## Instructions to follow
Give back the entries that follow exactly as written. Any picture gets left out.
──────── Materials provided
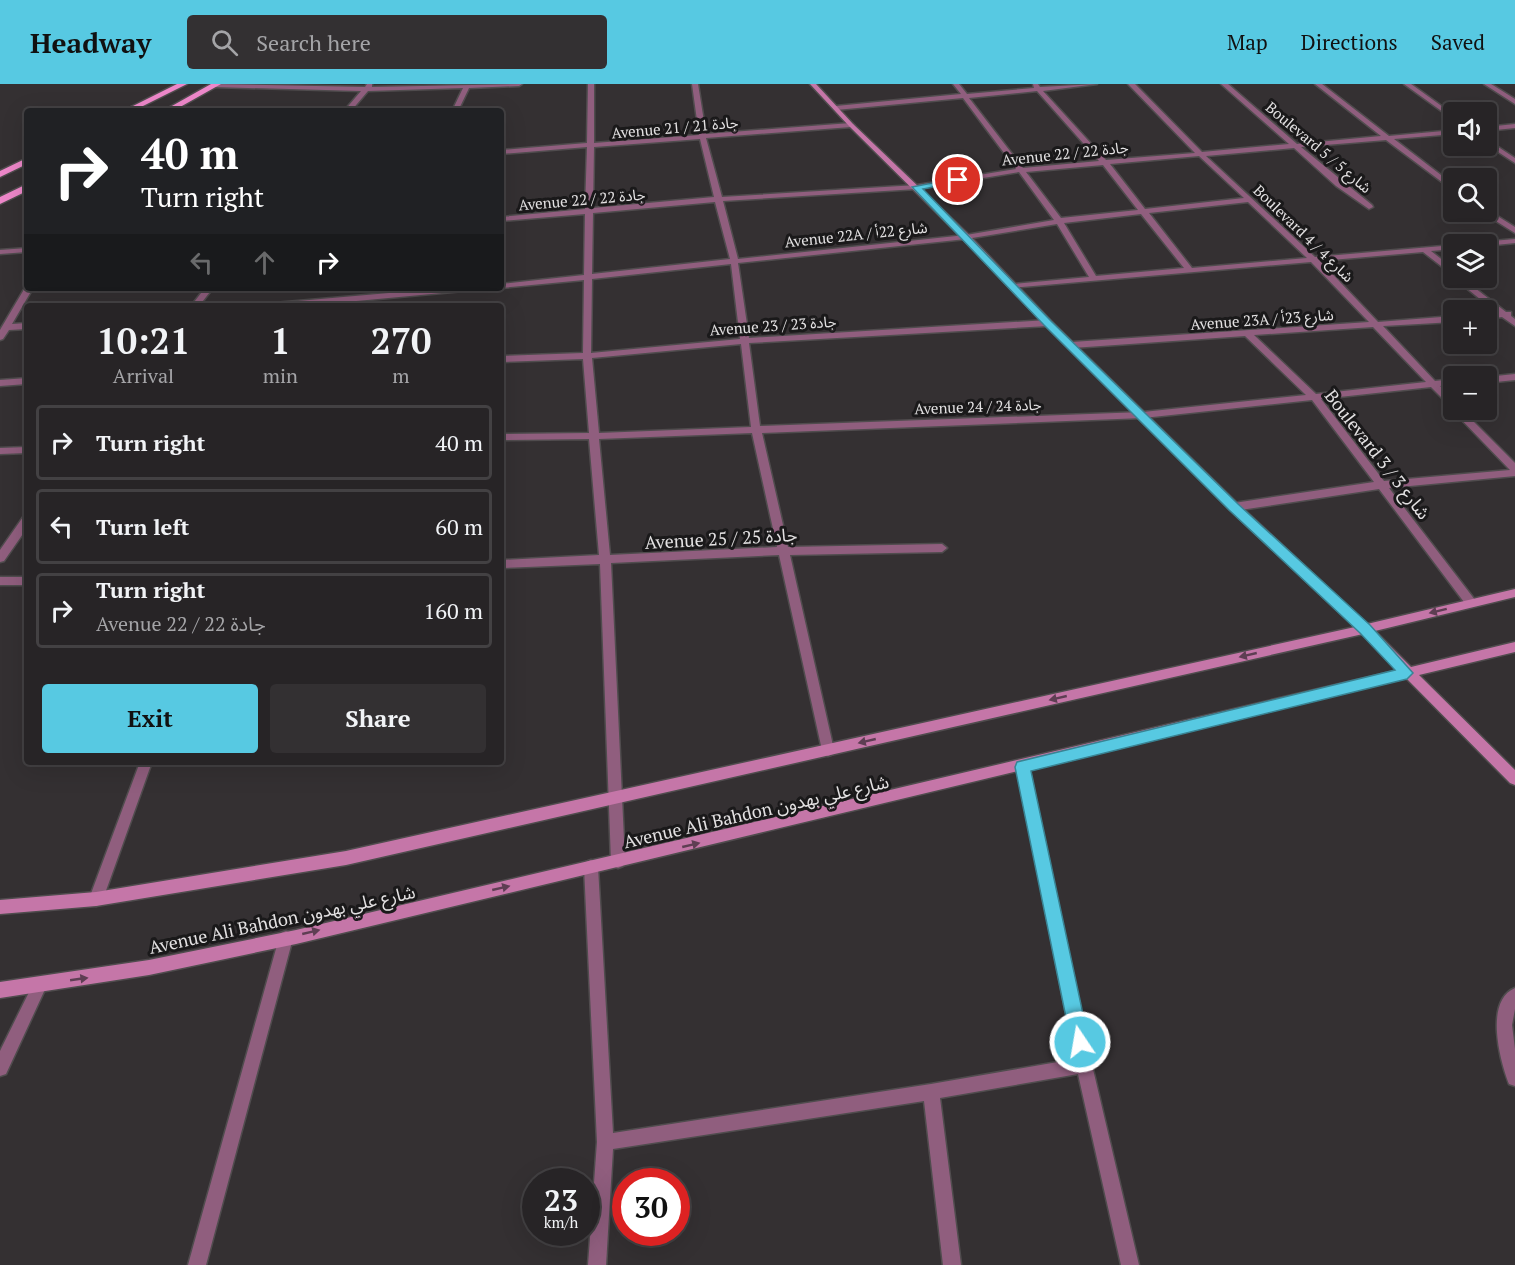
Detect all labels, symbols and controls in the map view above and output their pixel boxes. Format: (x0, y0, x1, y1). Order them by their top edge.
search box (187, 15, 607, 69)
text: Headway (30, 24, 151, 61)
icon: search (208, 26, 241, 59)
text: Search here (256, 28, 371, 57)
text: Map (1227, 28, 1268, 56)
text: Directions (1301, 28, 1398, 56)
text: Saved (1431, 28, 1485, 56)
street label: Boulevard 5 / شارع 5 (1260, 97, 1376, 200)
map controls (1443, 102, 1497, 420)
button: sound (1443, 102, 1497, 156)
street label: Avenue 21 / جادة 21 (611, 111, 739, 143)
text: 40 m (141, 125, 239, 181)
icon: right (42, 132, 120, 210)
street label: Avenue 22 / جادة 22 (1001, 136, 1129, 170)
pin (932, 154, 983, 205)
icon: arrive (941, 163, 974, 196)
button: search (1443, 168, 1497, 222)
text: Turn right (141, 179, 264, 215)
street label: Boulevard 4 / شارع 4 (1247, 180, 1359, 288)
street label: Avenue 22 / جادة 22 (518, 183, 646, 215)
street label: Avenue 22A / شارع 22أ (784, 217, 929, 254)
button: layers (1443, 234, 1497, 288)
icon: left (185, 246, 218, 279)
icon: ahead (248, 246, 281, 279)
icon: right (311, 246, 344, 279)
button: + (1443, 300, 1497, 354)
street label: Avenue 23A / شارع 23أ (1190, 304, 1335, 337)
street label: Avenue 23 / جادة 23 (709, 311, 837, 339)
text: 10:21 (97, 317, 190, 364)
text: 1 (270, 317, 291, 364)
text: 270 (370, 317, 431, 364)
text: Arrival (113, 362, 174, 389)
text: min (263, 362, 298, 389)
text: m (392, 362, 410, 389)
button: − (1443, 366, 1497, 420)
street label: Boulevard 3 / شارع 3 (1317, 384, 1436, 526)
street label: Avenue 24 / جادة 24 (914, 394, 1042, 418)
icon: right (45, 426, 78, 459)
text: Turn right (96, 428, 205, 457)
text: 40 m (435, 428, 483, 457)
icon: left (45, 510, 78, 543)
text: Turn left (96, 512, 189, 541)
text: 60 m (435, 512, 483, 541)
street label: Avenue 25 / جادة 25 (644, 522, 798, 554)
text: Turn right (96, 575, 205, 604)
icon: right (45, 594, 78, 627)
text: 160 m (423, 596, 483, 625)
one-way arrow (1429, 607, 1447, 617)
text: Avenue 22 / جادة 22 (96, 610, 266, 637)
one-way arrow (1239, 651, 1257, 661)
button: Exit (42, 684, 258, 753)
button: Share (270, 684, 486, 753)
one-way arrow (1048, 694, 1067, 704)
one-way arrow (858, 737, 877, 747)
street label: Avenue Ali Bahdon شارع علي بهدون (621, 769, 892, 856)
one-way arrow (682, 839, 700, 849)
street label: Avenue Ali Bahdon شارع علي بهدون (147, 879, 418, 962)
one-way arrow (492, 883, 510, 893)
one-way arrow (302, 927, 320, 937)
one-way arrow (69, 975, 88, 984)
position arrow (1048, 1010, 1112, 1074)
speed limit sign: 30 (612, 1168, 690, 1246)
text: 23 (544, 1180, 578, 1220)
text: km/h (544, 1212, 578, 1232)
────────────────
## Result below
Detect all labels, symbols and controls in the map view above and output their pixel boxes. Format: (x0, y0, x1, y1). Order them by their top edge.
search box (187, 15, 607, 69)
text: Headway (30, 24, 151, 61)
icon: search (208, 26, 241, 59)
text: Search here (256, 28, 371, 57)
text: Map (1227, 28, 1268, 56)
text: Directions (1301, 28, 1398, 56)
text: Saved (1431, 28, 1485, 56)
street label: Boulevard 5 / شارع 5 (1260, 97, 1376, 200)
map controls (1443, 102, 1497, 420)
button: sound (1443, 102, 1497, 156)
street label: Avenue 21 / جادة 21 (611, 111, 739, 143)
text: 40 m (141, 125, 239, 181)
icon: right (42, 132, 120, 210)
street label: Avenue 22 / جادة 22 (1001, 136, 1129, 170)
pin (932, 154, 983, 205)
icon: arrive (941, 163, 974, 196)
button: search (1443, 168, 1497, 222)
text: Turn right (141, 179, 264, 215)
street label: Boulevard 4 / شارع 4 (1247, 180, 1359, 288)
street label: Avenue 22 / جادة 22 (518, 183, 646, 215)
street label: Avenue 22A / شارع 22أ (784, 217, 929, 254)
button: layers (1443, 234, 1497, 288)
icon: left (185, 246, 218, 279)
icon: ahead (248, 246, 281, 279)
icon: right (311, 246, 344, 279)
button: + (1443, 300, 1497, 354)
street label: Avenue 23A / شارع 23أ (1190, 304, 1335, 337)
street label: Avenue 23 / جادة 23 (709, 311, 837, 339)
text: 10:21 (97, 317, 190, 364)
text: 1 (270, 317, 291, 364)
text: 270 (370, 317, 431, 364)
text: Arrival (113, 362, 174, 389)
text: min (263, 362, 298, 389)
text: m (392, 362, 410, 389)
button: − (1443, 366, 1497, 420)
street label: Boulevard 3 / شارع 3 (1317, 384, 1436, 526)
street label: Avenue 24 / جادة 24 (914, 394, 1042, 418)
icon: right (45, 426, 78, 459)
text: Turn right (96, 428, 205, 457)
text: 40 m (435, 428, 483, 457)
icon: left (45, 510, 78, 543)
text: Turn left (96, 512, 189, 541)
text: 60 m (435, 512, 483, 541)
street label: Avenue 25 / جادة 25 (644, 522, 798, 554)
text: Turn right (96, 575, 205, 604)
icon: right (45, 594, 78, 627)
text: 160 m (423, 596, 483, 625)
one-way arrow (1429, 607, 1447, 617)
text: Avenue 22 / جادة 22 (96, 610, 266, 637)
one-way arrow (1239, 651, 1257, 661)
button: Exit (42, 684, 258, 753)
button: Share (270, 684, 486, 753)
one-way arrow (1048, 694, 1067, 704)
one-way arrow (858, 737, 877, 747)
street label: Avenue Ali Bahdon شارع علي بهدون (621, 769, 892, 856)
one-way arrow (682, 839, 700, 849)
street label: Avenue Ali Bahdon شارع علي بهدون (147, 879, 418, 962)
one-way arrow (492, 883, 510, 893)
one-way arrow (302, 927, 320, 937)
one-way arrow (69, 975, 88, 984)
position arrow (1048, 1010, 1112, 1074)
speed limit sign: 30 (612, 1168, 690, 1246)
text: 23 (544, 1180, 578, 1220)
text: km/h (544, 1212, 578, 1232)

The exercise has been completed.